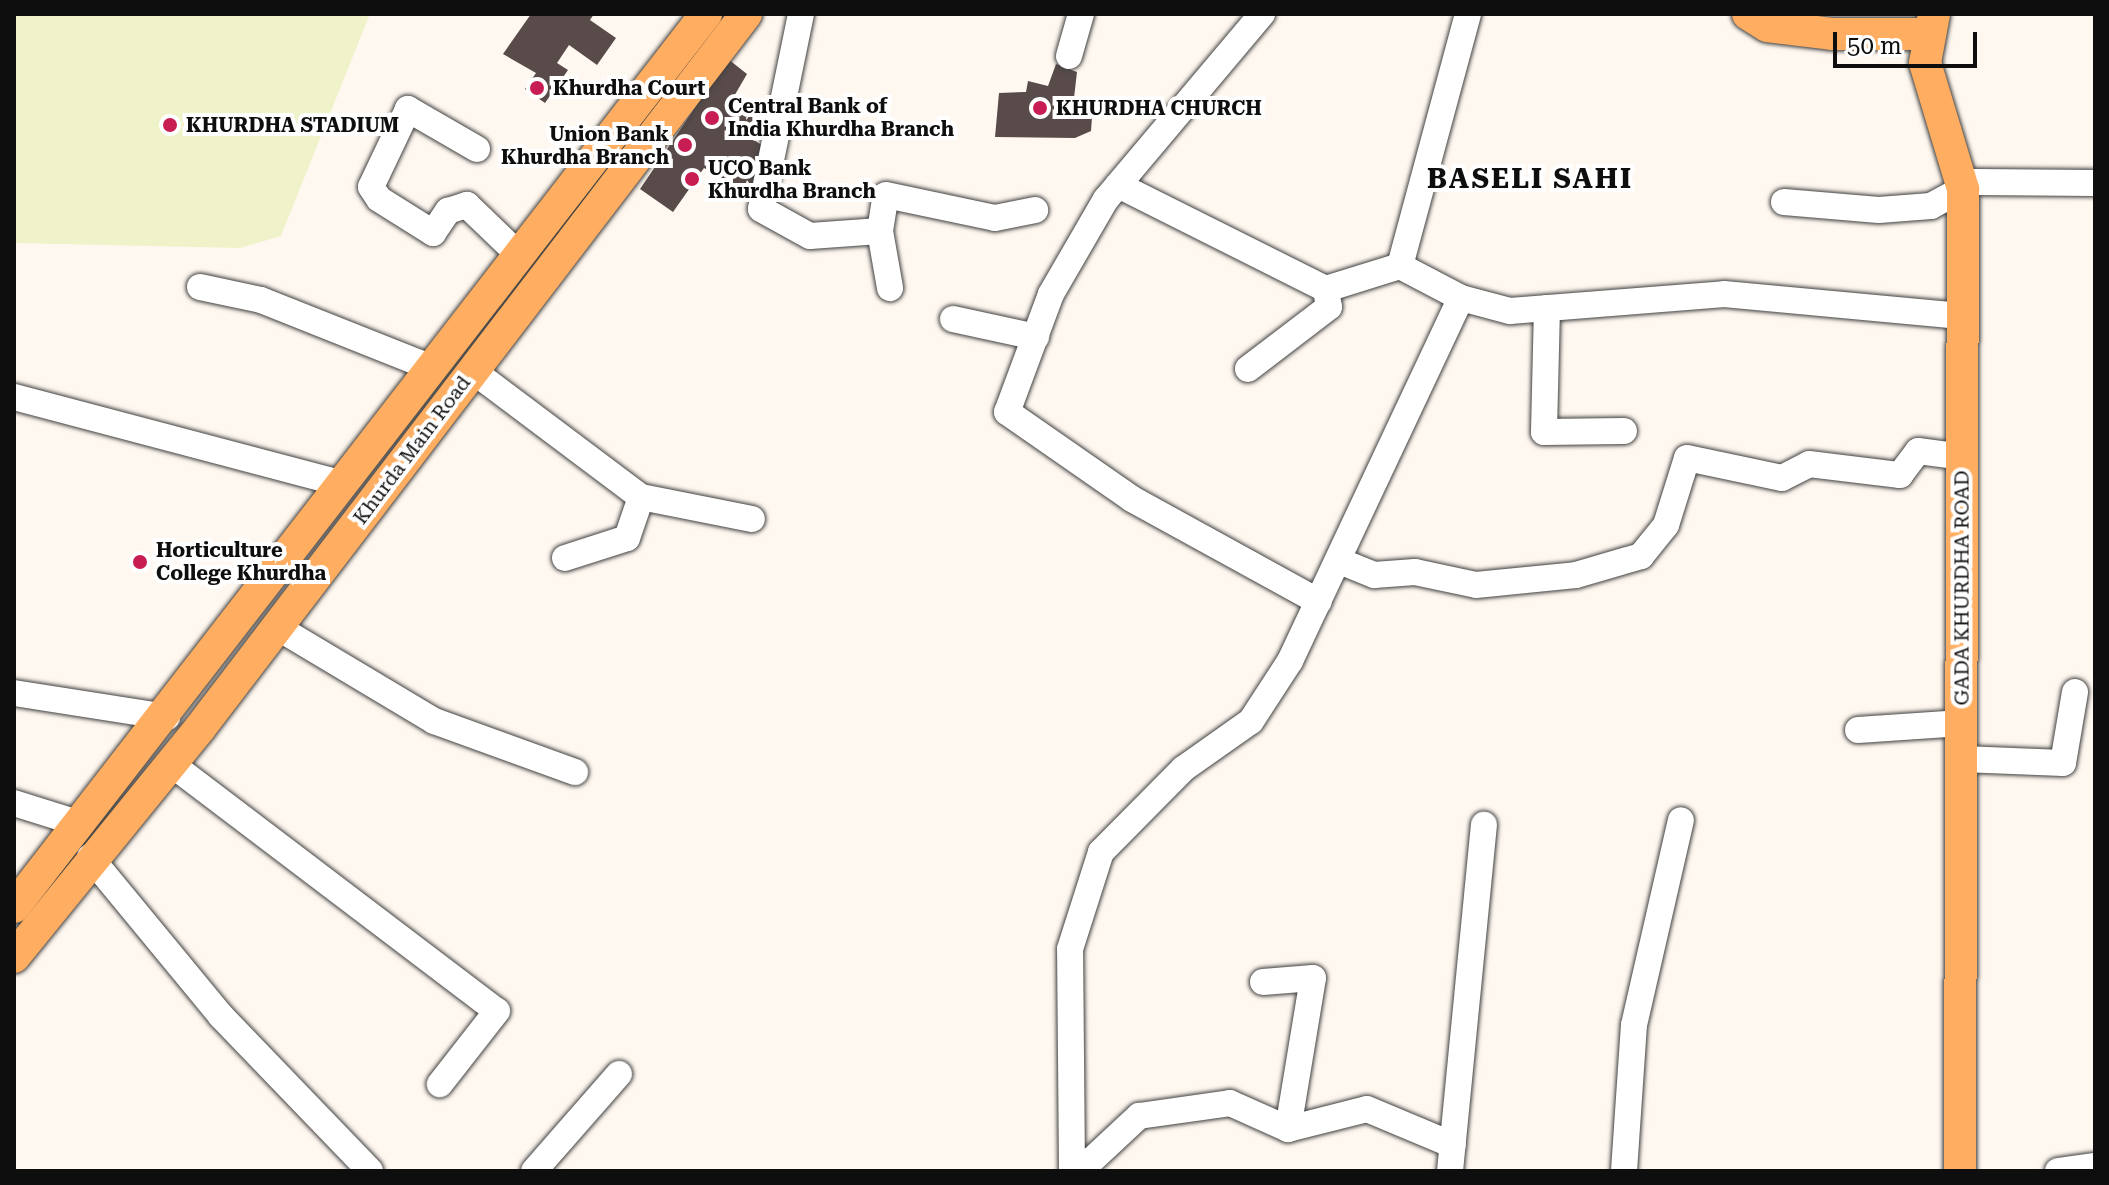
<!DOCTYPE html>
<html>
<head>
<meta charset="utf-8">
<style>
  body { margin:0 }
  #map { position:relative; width:2109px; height:1185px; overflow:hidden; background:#fff8f0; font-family:"Roboto Serif",serif }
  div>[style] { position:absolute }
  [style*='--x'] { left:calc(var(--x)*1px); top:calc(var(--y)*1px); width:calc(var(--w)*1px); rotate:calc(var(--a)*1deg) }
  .pitch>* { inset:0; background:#f0f3c9 }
  .building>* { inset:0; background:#584b4a }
  .roads { filter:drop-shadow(0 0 2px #414141) drop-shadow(0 0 2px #414141) }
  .minor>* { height:26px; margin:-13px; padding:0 13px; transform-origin:13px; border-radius:13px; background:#fff }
  .major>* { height:32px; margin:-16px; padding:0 16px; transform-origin:16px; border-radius:16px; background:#ffad60 }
  .dots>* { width:22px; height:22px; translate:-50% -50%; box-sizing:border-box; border:4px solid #fff; border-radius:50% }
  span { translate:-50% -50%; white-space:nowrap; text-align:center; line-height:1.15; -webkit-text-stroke:8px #fff; paint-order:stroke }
  .poi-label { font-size:20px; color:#0e0e0e; font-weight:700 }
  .left { translate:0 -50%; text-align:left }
  .right { translate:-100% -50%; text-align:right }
  .street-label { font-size:20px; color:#0e0e0e }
  .district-label { font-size:28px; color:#0e0e0e; font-weight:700; letter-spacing:2px }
  .frame { position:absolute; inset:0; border:16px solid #0e0e0e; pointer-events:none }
  .scale { position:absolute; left:1833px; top:32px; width:144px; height:36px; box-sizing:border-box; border:4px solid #0e0e0e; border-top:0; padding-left:10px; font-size:24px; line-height:28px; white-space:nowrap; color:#0e0e0e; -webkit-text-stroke:6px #fff; paint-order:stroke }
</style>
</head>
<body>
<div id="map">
  <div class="pitch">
    <i style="clip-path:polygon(14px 14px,370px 14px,281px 236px,240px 248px,14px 243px)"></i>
  </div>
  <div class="building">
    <i style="clip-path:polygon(531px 14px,594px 14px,590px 20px,616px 38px,597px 65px,569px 45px,557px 63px,568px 70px,545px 103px,525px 89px,536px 73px,503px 54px)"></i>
    <i style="clip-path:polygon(728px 59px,747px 74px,733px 98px,756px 115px,746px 134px,764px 147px,752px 187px,747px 180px,743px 191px,704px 168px,673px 212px,640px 189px)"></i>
    <i style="clip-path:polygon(1056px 64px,1077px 72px,1074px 98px,1092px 117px,1091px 131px,1075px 138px,995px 137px,999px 93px,1026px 92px,1028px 81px,1048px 86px)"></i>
  </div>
  <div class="roads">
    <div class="minor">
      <i style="--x:801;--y:14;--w:199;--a:101.6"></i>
      <i style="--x:761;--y:209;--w:56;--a:28.9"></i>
      <i style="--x:810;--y:236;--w:70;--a:-4.1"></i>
      <i style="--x:880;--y:231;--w:58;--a:80"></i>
      <i style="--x:1262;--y:14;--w:242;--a:130.1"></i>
      <i style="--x:1106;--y:199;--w:110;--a:120.1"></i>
      <i style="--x:1051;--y:294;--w:126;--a:110.4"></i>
      <i style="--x:1007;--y:412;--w:152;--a:34.8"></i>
      <i style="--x:1132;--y:499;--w:213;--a:28.8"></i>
      <i style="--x:1468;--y:14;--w:261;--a:105.1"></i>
      <i style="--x:1400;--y:266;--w:69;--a:27.7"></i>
      <i style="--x:1461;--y:298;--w:51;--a:14.9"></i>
      <i style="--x:1510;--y:311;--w:215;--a:-4.5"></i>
      <i style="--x:1724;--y:294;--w:236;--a:5.3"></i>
      <i style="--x:1069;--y:56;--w:44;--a:-74.1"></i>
      <i style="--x:477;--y:149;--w:80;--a:-149.9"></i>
      <i style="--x:408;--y:109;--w:86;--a:115.4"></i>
      <i style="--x:371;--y:187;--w:14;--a:56"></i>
      <i style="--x:379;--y:199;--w:64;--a:32.2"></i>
      <i style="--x:433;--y:233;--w:27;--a:-56"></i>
      <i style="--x:448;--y:211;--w:20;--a:-18"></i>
      <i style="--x:467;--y:205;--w:69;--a:43.8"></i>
      <i style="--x:1118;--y:185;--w:233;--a:26.6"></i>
      <i style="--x:1326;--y:289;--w:18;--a:81"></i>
      <i style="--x:1329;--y:307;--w:102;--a:142.6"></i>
      <i style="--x:1784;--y:202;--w:95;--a:4.8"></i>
      <i style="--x:1879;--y:210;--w:52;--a:-4.4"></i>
      <i style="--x:1931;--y:206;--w:50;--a:-28.6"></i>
      <i style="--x:1975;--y:182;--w:120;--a:0.5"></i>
      <i style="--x:880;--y:231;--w:36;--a:-81"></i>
      <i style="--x:886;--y:195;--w:111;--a:11.9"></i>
      <i style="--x:995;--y:218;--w:41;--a:-11.3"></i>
      <i style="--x:200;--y:287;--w:62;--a:12"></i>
      <i style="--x:261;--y:300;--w:179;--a:21.7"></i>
      <i style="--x:1326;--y:289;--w:77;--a:-17.3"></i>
      <i style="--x:1547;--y:308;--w:124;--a:91.4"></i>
      <i style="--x:1544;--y:432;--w:80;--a:-0.7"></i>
      <i style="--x:953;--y:319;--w:85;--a:12.2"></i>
      <i style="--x:473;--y:371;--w:210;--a:36.9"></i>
      <i style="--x:641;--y:497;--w:113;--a:11.2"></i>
      <i style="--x:14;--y:397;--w:337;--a:14.8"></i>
      <i style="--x:565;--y:558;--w:65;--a:-17.9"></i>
      <i style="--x:627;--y:538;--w:43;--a:-71.1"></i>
      <i style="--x:1342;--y:562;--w:35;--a:22"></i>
      <i style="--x:1374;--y:575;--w:41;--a:-4.2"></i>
      <i style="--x:1415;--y:572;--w:62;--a:12"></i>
      <i style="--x:1476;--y:585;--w:100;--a:-5.7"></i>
      <i style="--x:1576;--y:575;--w:68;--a:-16.3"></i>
      <i style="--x:1641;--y:556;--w:40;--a:-51"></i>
      <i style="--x:1666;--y:525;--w:70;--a:-72.6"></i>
      <i style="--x:1687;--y:458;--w:97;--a:11.9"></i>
      <i style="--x:1782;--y:478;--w:30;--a:-27"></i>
      <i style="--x:1809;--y:464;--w:92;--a:6.9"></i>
      <i style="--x:1900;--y:475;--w:30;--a:-53"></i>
      <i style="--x:1918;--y:451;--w:45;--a:7.6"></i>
      <i style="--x:277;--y:627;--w:183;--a:30.9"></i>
      <i style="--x:434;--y:721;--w:150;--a:19.9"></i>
      <i style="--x:14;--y:693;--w:155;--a:8.9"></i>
      <i style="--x:1858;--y:730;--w:104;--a:-3.9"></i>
      <i style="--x:1962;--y:759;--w:101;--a:2.3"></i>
      <i style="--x:2063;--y:763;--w:72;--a:-80.4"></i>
      <i style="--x:170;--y:763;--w:410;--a:37.2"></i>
      <i style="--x:497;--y:1011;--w:93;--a:128"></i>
      <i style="--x:14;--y:803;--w:70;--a:17.4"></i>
      <i style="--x:90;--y:857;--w:206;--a:50.5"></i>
      <i style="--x:221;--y:1016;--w:215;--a:46.1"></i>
      <i style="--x:1263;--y:982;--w:50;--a:-4.6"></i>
      <i style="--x:1313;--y:978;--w:153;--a:99.4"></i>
      <i style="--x:534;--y:1171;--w:129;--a:-48.8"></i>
      <i style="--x:1072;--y:1171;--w:222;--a:-90.5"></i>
      <i style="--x:1070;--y:949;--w:102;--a:-72.3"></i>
      <i style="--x:1101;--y:852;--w:117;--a:-45.3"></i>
      <i style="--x:1183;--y:769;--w:83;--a:-35.2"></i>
      <i style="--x:1251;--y:721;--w:72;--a:-57"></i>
      <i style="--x:1290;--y:661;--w:401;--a:-64.8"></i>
      <i style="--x:1080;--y:1171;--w:81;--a:-43"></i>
      <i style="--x:1139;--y:1116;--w:92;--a:-8.1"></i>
      <i style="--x:1230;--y:1103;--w:64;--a:24.1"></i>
      <i style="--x:1288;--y:1129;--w:81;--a:-14.2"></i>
      <i style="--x:1367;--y:1109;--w:93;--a:22.7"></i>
      <i style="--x:1450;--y:1171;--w:348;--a:-84.4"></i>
      <i style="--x:1624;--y:1171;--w:146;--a:-86.1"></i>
      <i style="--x:1634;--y:1025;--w:210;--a:-77.1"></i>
      <i style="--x:2058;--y:1171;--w:37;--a:-8"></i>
    </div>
    <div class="major">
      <i style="--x:1748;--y:14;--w:22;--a:32"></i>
      <i style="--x:1767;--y:26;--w:65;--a:7"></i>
      <i style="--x:1832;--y:34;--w:96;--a:0"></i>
      <i style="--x:1934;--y:14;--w:50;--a:100.4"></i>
      <i style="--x:1925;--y:63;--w:132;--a:73.2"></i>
      <i style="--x:1963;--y:189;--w:982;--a:90.18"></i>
      <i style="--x:14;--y:907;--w:1130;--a:-52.23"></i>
      <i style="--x:14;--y:957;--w:295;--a:-50.9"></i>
      <i style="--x:200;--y:728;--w:899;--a:-52.59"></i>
    </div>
  </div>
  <div class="dots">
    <i style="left:537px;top:88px;background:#c81d53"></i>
    <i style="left:1040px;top:108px;background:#c81d53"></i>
    <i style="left:712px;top:118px;background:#c81d53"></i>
    <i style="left:170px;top:125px;background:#c81d53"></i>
    <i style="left:685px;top:145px;background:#c81d53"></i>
    <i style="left:692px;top:179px;background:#c81d53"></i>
    <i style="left:140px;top:562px;background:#c81d53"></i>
  </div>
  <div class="poi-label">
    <span class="left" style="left:553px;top:88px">Khurdha Court</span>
    <span class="left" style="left:728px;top:118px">Central Bank of<br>India Khurdha Branch</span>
    <span class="left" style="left:1056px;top:108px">KHURDHA CHURCH</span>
    <span class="left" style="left:186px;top:125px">KHURDHA STADIUM</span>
    <span class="right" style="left:669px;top:146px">Union Bank<br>Khurdha Branch</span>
    <span class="left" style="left:708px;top:180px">UCO Bank<br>Khurdha Branch</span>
    <span class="left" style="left:156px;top:562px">Horticulture<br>College Khurdha</span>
  </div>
  <div class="street-label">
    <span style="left:412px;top:450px;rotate:-53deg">Khurda Main Road</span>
    <span style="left:1962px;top:588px;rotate:-90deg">GADA KHURDHA ROAD</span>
  </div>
  <div class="district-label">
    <span style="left:1530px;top:179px">BASELI SAHI</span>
  </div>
  <div class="frame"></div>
  <div class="scale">50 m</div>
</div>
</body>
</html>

PROBLEM STATEMENT: Give back the records above exactly, limited to the lines between the one holding "height:26px; margin:-13px; padding:0" and the one holding "font-size:20px; color:#0e0e0e; font-weight:700", inclusive.

RESULT OF THIS TASK:
  .minor>* { height:26px; margin:-13px; padding:0 13px; transform-origin:13px; border-radius:13px; background:#fff }
  .major>* { height:32px; margin:-16px; padding:0 16px; transform-origin:16px; border-radius:16px; background:#ffad60 }
  .dots>* { width:22px; height:22px; translate:-50% -50%; box-sizing:border-box; border:4px solid #fff; border-radius:50% }
  span { translate:-50% -50%; white-space:nowrap; text-align:center; line-height:1.15; -webkit-text-stroke:8px #fff; paint-order:stroke }
  .poi-label { font-size:20px; color:#0e0e0e; font-weight:700 }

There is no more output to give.